Dan and I enjoyed one of our best evenings of 2019 last Monday.
Our six-year-old grandson, the one I refer to online as Shine, performed in his first piano recital.
The event was held at a beautiful residential center. The room sparkled with holiday lights.
The attendees consisted of about 20 performers; parents, grandparents, and friends of those performers; and several residents of the center.
Performers’ ages ranged from about 6, like Shine, all the way through late teens.
On cue, each young pianist introduced himself or herself, announced the title of the piece, sat on the piano bench, and played.
Every performance ended with a shy bow from the performer.
Some of the pieces played lasted less than a minute. Others, from the advanced players, were longer.
The audience was enraptured.
The spectators held their collective breaths and wished each participant nothing but complete success.

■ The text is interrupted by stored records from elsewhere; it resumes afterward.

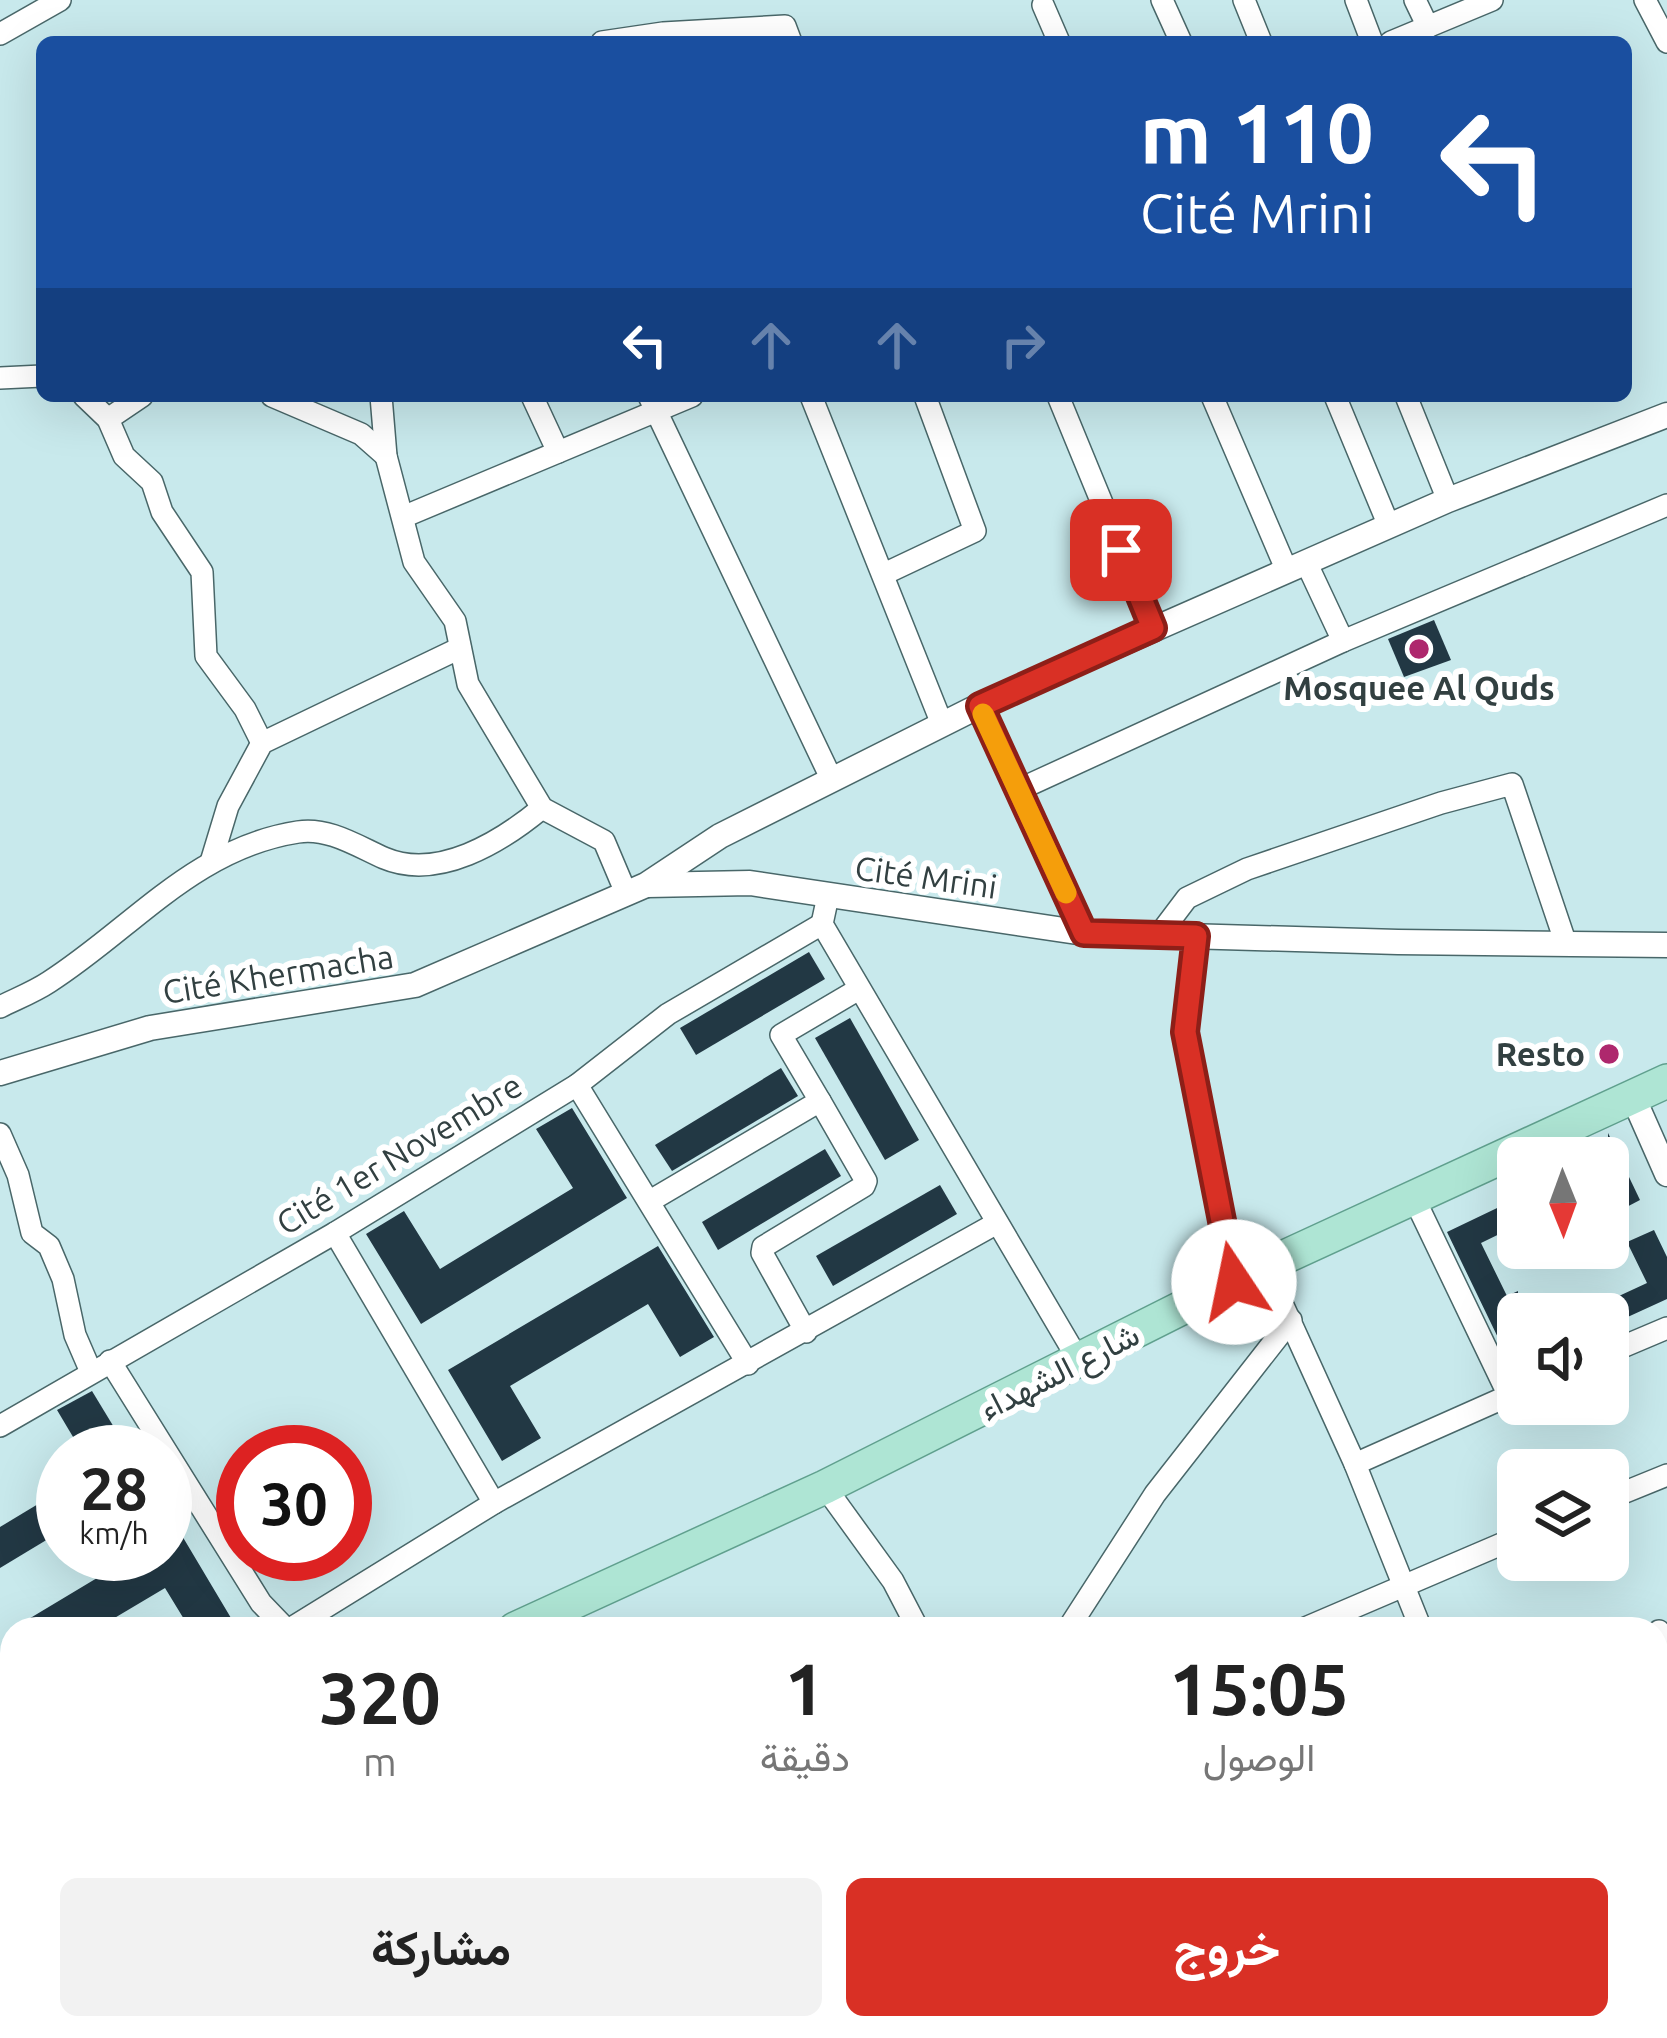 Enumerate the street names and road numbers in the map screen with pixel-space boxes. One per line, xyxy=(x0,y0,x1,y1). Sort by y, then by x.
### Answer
street label: Cité Mrini xyxy=(853,848,999,905)
street label: Cité Khermacha xyxy=(160,937,396,1010)
street label: Cité 1er Novembre xyxy=(269,1066,528,1241)
street label: شارع الشهداء xyxy=(973,1315,1147,1431)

After each performance, the audience applauded enthusiastically.
When Shine’s turn came, he walked hesitantly toward the grand piano at the front of the room.
In a quiet voice he faced the audience, gave his name, and announced he would be playing Spooky Halloween.
I tensed, and tears filled my eyes as he seated his small body on the bench.
His teacher had instructed him to play his short piece twice.
Shine played Spooky Halloween once. Then he halted.
He looked at his mom in the audience. She gave him a smile, a nod, and a thumbs-up.
He then looked at his teacher, who also smiled, held up her pointer finger and whispered, “One more time.”
The audience listened to the song being played again.
Shine rose, bowed, and received an approving applause.
What a picture of the way life should be: Each participant doing his or her best at a chosen honorable endeavor, and everyone else applauding and encouraging.
All the pianists were outstanding. I would award first place to each of them.
But the grand prize I give to the supporting cast, the audience.
They were spectacular.
Each of us performs individually, but life is a team sport.